Now, if only that other e-commerce plugin’s dodgy transients didn’t cause WP Migrate DB Pro to crap out on transferring the options table so often (oh, how I wish those clients would let me switch them to WooCommerce!)
Hey Brad, I’ve also been using your free plugin ever since it came out. Buying the Pro version would be a no-brainer.
But since we work as a small team, how would you see your plugin working within a team environment, where we each run our own local dev environments (some use MAMP, others localhost:8080), git for file versioning, etc ?
How do you keep your databases synced from individual dev to staging, or are you all running on one «group» db?
@arseneau: we are a really small team — of two! — and we keep one dev’s server as the content master during development, syncing content to the other dev’s server as needed. I do any content import coding (e.g. loading WooCommerce products and custom post types from XML export files), and I test that in my own environment, which means I can run as many import tests as I like since I can easily wipe the lot and resync with the content master. Once imports are finalised, I run the import code on the content master.
When the site goes to a staging server where the client can add and modify content, that server becomes the content master we both sync with. Once the site goes live, the live site becomes the content master we both sync with.
Hi Mark/Brad,
That looks like a pretty handy tool that you’ve developed there.
I’ll give it a go.
Cheers
George
Will this work if we’re backing up live sites to local sites?
I’ve been using serverpress for local development. Also have access to Mamp Pro.

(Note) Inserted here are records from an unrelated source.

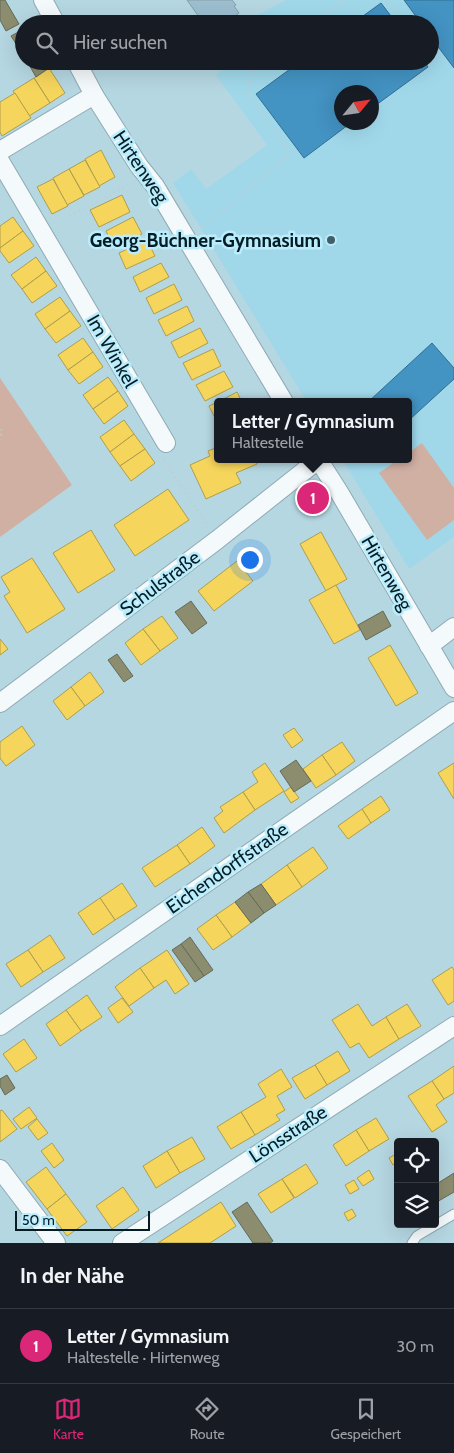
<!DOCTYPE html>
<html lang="de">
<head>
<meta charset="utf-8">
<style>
	body { margin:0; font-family:Cabin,sans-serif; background:#242831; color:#f1f3f6 }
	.controls { position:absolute; right:15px; bottom:15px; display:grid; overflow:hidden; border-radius:5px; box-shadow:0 5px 20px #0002 }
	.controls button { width:45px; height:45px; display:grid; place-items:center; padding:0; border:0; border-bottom:1px solid #363941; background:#171b24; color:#f1f3f6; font:25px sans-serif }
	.compass { position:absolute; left:334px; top:85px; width:45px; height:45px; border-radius:50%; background:#171b24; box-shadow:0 5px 20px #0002; rotate:61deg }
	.scale { position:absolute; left:15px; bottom:12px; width:135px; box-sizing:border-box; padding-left:5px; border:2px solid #041d25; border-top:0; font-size:14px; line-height:18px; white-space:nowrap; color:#041d25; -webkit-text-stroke:4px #baecfc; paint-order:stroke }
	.you { position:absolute; left:249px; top:559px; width:18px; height:18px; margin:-12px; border:4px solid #fff; border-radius:50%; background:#1a73e8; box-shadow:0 0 0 8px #1a73e833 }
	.badge { display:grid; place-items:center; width:32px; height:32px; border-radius:50%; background:#db2777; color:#fff; font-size:16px; font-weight:700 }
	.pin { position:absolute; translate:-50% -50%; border:2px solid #fff; box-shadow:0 1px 5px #0006 }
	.popup { position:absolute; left:214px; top:398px; width:198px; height:65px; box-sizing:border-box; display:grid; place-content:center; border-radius:5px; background:#171b24; filter:drop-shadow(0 1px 4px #0005); font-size:16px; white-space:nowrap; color:#9ea1a6 }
	.popup b { font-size:19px; color:#f1f3f6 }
	.popup::after { content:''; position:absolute; left:50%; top:100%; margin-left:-10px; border:10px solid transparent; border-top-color:#171b24 }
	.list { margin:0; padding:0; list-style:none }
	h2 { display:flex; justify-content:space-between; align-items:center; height:65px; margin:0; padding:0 20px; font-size:21px }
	h2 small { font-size:16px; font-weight:400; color:#9ea1a6 }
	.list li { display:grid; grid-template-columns:32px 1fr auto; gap:15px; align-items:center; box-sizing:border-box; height:75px; padding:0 20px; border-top:1px solid #363941 }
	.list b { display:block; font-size:19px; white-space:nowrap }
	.list p { margin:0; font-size:16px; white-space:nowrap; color:#9ea1a6 }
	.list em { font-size:16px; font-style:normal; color:#9ea1a6 }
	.icon { flex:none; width:28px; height:28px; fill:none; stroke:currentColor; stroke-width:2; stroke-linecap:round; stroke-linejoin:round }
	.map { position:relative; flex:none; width:454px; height:1243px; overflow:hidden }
	.search { position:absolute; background:#171b24; box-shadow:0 5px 20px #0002; left:15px; right:15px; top:15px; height:55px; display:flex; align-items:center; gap:12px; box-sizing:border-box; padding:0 18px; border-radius:28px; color:#9ea1a6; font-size:19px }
	.sheet { height:140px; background:#171b24 }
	nav { display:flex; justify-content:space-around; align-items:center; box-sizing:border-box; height:70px; border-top:1px solid #363941; background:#171b24; font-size:14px; color:#9ea1a6 }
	nav a { display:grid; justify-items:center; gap:2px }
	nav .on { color:#db2777 }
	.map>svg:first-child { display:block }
	.built { fill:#a0d8ea; fill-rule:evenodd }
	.green { fill:#d1b0a4 }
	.homes { fill:#f6d55c; stroke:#ad9e4c }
	.schools { fill:#4393c3; stroke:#307094 }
	.industry { fill:#8c8c6e; stroke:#636b58 }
	.building { fill:#9dbecf; stroke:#869ea9 }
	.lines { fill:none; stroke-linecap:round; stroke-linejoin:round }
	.lane-casing { stroke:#8faab3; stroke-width:11 }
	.street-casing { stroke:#8faab3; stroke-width:20 }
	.path { stroke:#c2cccf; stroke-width:3; stroke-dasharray:1 4; stroke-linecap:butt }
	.lane { stroke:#f4f9fb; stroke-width:9 }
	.street { stroke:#f4f9fb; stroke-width:18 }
	.poi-dot { fill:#425e67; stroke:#baecfc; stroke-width:2 }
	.labels { text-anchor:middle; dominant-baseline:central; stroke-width:5; stroke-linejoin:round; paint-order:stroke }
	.street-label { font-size:19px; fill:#041d25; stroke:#baecfc }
	.poi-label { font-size:19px; font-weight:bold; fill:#041d25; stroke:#baecfc; text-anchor:end }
</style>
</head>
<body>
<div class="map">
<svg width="454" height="1243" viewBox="0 0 454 1243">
	<rect width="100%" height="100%" fill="#b5d7e2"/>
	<!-- built -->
	<path class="built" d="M286 0H454V537L409 569 342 459H408V402H307L173 183 191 169 206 189 267 145 216 75 226 67 222 61H430V24H241ZM342 92H372V122H342Z"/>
	<!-- green -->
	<g class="green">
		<polygon points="0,378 72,485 0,537"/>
		<polygon points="422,443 454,488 454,520 427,540 379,473 399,459 408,459 408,453"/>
	</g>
	<!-- homes -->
	<g class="homes">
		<polygon points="49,68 65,93 50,103 34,78"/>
		<polygon points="34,78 50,103 29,116 13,91"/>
		<polygon points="15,93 31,118 2,136 0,132 0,102"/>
		<polygon points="101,150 115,177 99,186 85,159"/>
		<polygon points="85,160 100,187 84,195 69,169"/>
		<polygon points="69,169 84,196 67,205 53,178"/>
		<polygon points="53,179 68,206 52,214 37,187"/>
		<polygon points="122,195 130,212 99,227 90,210"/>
		<polygon points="13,217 23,231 0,248 0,226"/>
		<polygon points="133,217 142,234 115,248 106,231"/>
		<polygon points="23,231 34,246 9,263 0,251 0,248"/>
		<polygon points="147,240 155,256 126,269 119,253"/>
		<polygon points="36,257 46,271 22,289 11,275"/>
		<polygon points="161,263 169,277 140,292 133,277"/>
		<polygon points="46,271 57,286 32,303 22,289"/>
		<polygon points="174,284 182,300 154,314 146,298"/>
		<polygon points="60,297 70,311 45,329 35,314"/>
		<polygon points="187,306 194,321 166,336 158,320"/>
		<polygon points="70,311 81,326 56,343 45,329"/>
		<polygon points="200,328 208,343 179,358 171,342"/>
		<polygon points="83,338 93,352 68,370 58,355"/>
		<polygon points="213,349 221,366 192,380 183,363"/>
		<polygon points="93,352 103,367 79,384 68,370"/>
		<polygon points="224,371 233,387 205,401 196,385"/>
		<polygon points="108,377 118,391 93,409 83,395"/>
		<polygon points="118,391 128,406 104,424 93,409"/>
		<polygon points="237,392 242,402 218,402"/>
		<polygon points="218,402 218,424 209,406"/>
		<polygon points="124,420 134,434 110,452 100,437"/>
		<polygon points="134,434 145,449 120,466 110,452"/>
		<polygon points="218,447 218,459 255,459 257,464 236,473 241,483 206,499 190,465 210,456 208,451"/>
		<polygon points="145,449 155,463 131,481 120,466"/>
		<polygon points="168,489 189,520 135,556 114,525"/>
		<polygon points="91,530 115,570 78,593 53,553"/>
		<polygon points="321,532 347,579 326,591 300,544"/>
		<polygon points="32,558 65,609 27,633 4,596 10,592 1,577"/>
		<polygon points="237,561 253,581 214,611 198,591"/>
		<polygon points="336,585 360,630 334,644 309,600"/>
		<polygon points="162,616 178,638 160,651 143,629"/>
		<polygon points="143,629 160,651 141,665 125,643"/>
		<polygon points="0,639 8,649 0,655"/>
		<polygon points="390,645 418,693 396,706 368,658"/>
		<polygon points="90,672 104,692 85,706 71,687"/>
		<polygon points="71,687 85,706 67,720 53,701"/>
		<polygon points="22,726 35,745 6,766 0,758 0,742"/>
		<polygon points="294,728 303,740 292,748 283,735"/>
		<polygon points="342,742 355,761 336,775 322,755"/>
		<polygon points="322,755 336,775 316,788 303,769"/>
		<polygon points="265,763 284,791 255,810 243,792 258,782 252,772"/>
		<polygon points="454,763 454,799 438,773"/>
		<polygon points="291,787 299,798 291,803 284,792"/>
		<polygon points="243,792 255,810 224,833 214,818 223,811 220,807"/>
		<polygon points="381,796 390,810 371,823 362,809"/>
		<polygon points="362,809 371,823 348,839 338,826"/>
		<polygon points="202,827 215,846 190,864 177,845"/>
		<polygon points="177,845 190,864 155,887 142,868"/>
		<polygon points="313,847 328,868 302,887 287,865"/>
		<polygon points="287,865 302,887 276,905 261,884"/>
		<polygon points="122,883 137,906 115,920 100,898"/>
		<polygon points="100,898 115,920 93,935 78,913"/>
		<polygon points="235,902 251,923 232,937 216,915"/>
		<polygon points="216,915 232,937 213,950 197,929"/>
		<polygon points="50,935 65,958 43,972 28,950"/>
		<polygon points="28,950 43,972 21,987 6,964"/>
		<polygon points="167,950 189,984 175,994 166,980 154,988 140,968"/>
		<polygon points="452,967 454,970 454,1001 448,1005 432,980"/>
		<polygon points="140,968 154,988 129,1006 115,987"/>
		<polygon points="87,995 102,1017 81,1031 66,1010"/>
		<polygon points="122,998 133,1012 118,1023 108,1008"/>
		<polygon points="358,1004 372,1026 386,1017 399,1039 369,1058 359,1043 350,1048 332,1020"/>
		<polygon points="407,1004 421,1026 399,1039 386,1017"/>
		<polygon points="66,1010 81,1031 60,1046 46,1024"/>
		<polygon points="24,1039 37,1058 16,1072 3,1054"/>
		<polygon points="338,1051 350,1071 327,1085 315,1065"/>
		<polygon points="315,1065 327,1085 305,1099 292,1078"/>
		<polygon points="454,1066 454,1093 444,1099 432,1081"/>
		<polygon points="281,1069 292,1087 277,1096 285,1110 276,1115 280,1120 255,1135 241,1112 266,1097 258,1084"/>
		<polygon points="432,1081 444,1099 436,1105 447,1122 432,1132 408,1096"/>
		<polygon points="29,1107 37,1118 21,1129 13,1119"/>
		<polygon points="2,1110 17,1129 0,1142 0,1111"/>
		<polygon points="241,1112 255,1135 231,1149 217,1127"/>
		<polygon points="376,1118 389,1139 369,1151 356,1130"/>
		<polygon points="37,1119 48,1133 38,1140 28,1127"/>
		<polygon points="356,1130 369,1151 346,1166 333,1145"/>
		<polygon points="192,1137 205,1159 180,1173 167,1151"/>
		<polygon points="52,1143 64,1160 54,1168 41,1151"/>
		<polygon points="167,1151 180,1173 156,1188 143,1166"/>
		<polygon points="398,1153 398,1161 393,1165 389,1158"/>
		<polygon points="306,1164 318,1183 295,1198 282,1179"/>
		<polygon points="46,1167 66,1194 47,1209 26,1182"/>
		<polygon points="369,1170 374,1179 363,1186 357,1178"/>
		<polygon points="282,1179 294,1198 271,1213 258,1194"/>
		<polygon points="354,1180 359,1189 350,1194 345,1185"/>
		<polygon points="123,1187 139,1210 112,1229 96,1206"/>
		<polygon points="66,1194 87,1222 67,1236 47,1209"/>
		<polygon points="221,1202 236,1226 210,1243 158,1243"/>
		<polygon points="352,1209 356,1216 348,1221 344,1213"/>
	</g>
	<!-- schools -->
	<g class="schools">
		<polygon points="404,0 454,0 454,68 430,36 430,24 417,24 420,22"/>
		<polygon points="381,3 397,24 352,24"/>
		<polygon points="301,61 424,61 428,67 372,108 372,92 342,92 342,122 352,122 304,158 256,94"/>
		<polygon points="432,343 454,368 454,379 408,421 408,402 368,402"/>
	</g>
	<!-- industry -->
	<g class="industry">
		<polygon points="0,0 5,0 19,24 6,31 0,20"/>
		<polygon points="24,29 24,56 11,36"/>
		<polygon points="27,61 45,61 49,68 36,77"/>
		<polygon points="191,601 207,623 192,634 175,612"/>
		<polygon points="383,611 391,626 366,640 358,625"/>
		<polygon points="117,654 133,676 124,682 108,660"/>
		<polygon points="296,760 311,781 294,792 280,771"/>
		<polygon points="261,884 276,905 264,913 248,892"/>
		<polygon points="248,892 264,913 251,923 235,902"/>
		<polygon points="190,937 213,970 204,976 181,944"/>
		<polygon points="181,944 204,976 195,982 172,950"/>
		<polygon points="7,1075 15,1088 5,1095 0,1086 0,1079"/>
		<polygon points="454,1173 454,1192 435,1203 435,1185"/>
		<polygon points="247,1202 273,1241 270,1243 253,1243 232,1212"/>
	</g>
	<!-- building -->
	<polygon class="building" points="187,0 232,0 236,5 234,6 239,13 225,24 204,24"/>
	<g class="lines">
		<defs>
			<polyline id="lane" points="412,1243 417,1236 454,1214"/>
			<g id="street">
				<polyline points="43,0 56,24"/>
				<polyline points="76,61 94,95 139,166 155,186 284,402"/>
				<polyline points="0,151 94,95"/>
				<polyline points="0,161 166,443"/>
				<polyline points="318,459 339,492 454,688"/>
				<polyline points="429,646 454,627"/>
				<polyline points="0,703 217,540 318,460"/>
				<polyline points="0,1026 454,711"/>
				<polyline points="0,1169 56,1243"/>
				<polyline points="122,1243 454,1026"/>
			</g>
		</defs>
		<!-- lane casing -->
		<use href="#lane" class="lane-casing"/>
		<!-- street casing -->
		<use href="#street" class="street-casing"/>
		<!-- path -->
		<g class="path">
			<polyline points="385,0 408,24"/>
			<polyline points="312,24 345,0"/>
			<polyline points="70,216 132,183"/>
			<polyline points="200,227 291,155 247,95 252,67 260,61"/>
			<polyline points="0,430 2,434 0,436"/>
			<polyline points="164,460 208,526"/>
		</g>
		<!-- lane -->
		<use href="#lane" class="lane"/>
		<!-- street -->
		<use href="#street" class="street"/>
	</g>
	<!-- markers -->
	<circle class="poi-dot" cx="331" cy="240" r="5"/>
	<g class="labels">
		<!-- street labels -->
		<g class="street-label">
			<text transform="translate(141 167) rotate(56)">Hirtenweg</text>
			<text transform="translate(112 351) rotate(60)">Im Winkel</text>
			<text transform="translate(387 573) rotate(60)">Hirtenweg</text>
			<text transform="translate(160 583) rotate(-37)">Schulstraße</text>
			<text transform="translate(227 868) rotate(-35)">Eichendorffstraße</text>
			<text transform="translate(288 1134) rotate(-33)">Lönsstraße</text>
		</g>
		<!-- poi labels -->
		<g class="poi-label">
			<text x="321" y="240">Georg-Büchner-Gymnasium</text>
		</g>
	</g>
</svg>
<div class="controls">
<button><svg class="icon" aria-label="locate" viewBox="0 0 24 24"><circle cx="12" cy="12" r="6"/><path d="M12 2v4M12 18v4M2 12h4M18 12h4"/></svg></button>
<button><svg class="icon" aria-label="layers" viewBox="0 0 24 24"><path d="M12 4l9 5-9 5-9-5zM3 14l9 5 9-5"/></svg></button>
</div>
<svg class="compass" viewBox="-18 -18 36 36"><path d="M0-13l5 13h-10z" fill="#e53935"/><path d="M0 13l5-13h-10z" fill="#9ea1a6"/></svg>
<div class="scale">50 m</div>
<div class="you"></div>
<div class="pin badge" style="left:313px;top:498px">1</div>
<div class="popup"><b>Letter / Gymnasium</b>Haltestelle</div>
<div class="search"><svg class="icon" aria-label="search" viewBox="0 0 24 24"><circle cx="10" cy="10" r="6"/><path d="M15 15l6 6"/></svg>Hier suchen</div>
</div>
<section class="sheet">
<h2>In der Nähe<small></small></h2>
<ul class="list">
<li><span class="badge">1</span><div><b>Letter / Gymnasium</b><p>Haltestelle · Hirtenweg</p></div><em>30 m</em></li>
</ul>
</section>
<nav>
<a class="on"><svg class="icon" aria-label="map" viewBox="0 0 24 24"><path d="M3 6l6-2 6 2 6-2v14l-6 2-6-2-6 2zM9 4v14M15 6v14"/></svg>Karte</a>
<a><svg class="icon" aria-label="directions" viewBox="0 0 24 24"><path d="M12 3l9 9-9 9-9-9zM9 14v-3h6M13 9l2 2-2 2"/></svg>Route</a>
<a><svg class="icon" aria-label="saved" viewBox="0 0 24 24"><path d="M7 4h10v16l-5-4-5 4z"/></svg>Gespeichert</a>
</nav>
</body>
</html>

The videos a great resource guys.
Hey Brad,
Dude, so timely and about to save me tons of headache. Being a almost noob, I’m unsure how to handle WooCommerce product images that are currently in our dev environment. We’ve been getting every product setup in the dev area. Will WP Migrate DB Pro export product images also?
I started using WP Migrate DB Pro – it’s the complement to Git I need to really work on WP stuff offline then deploy to production sites with confidence.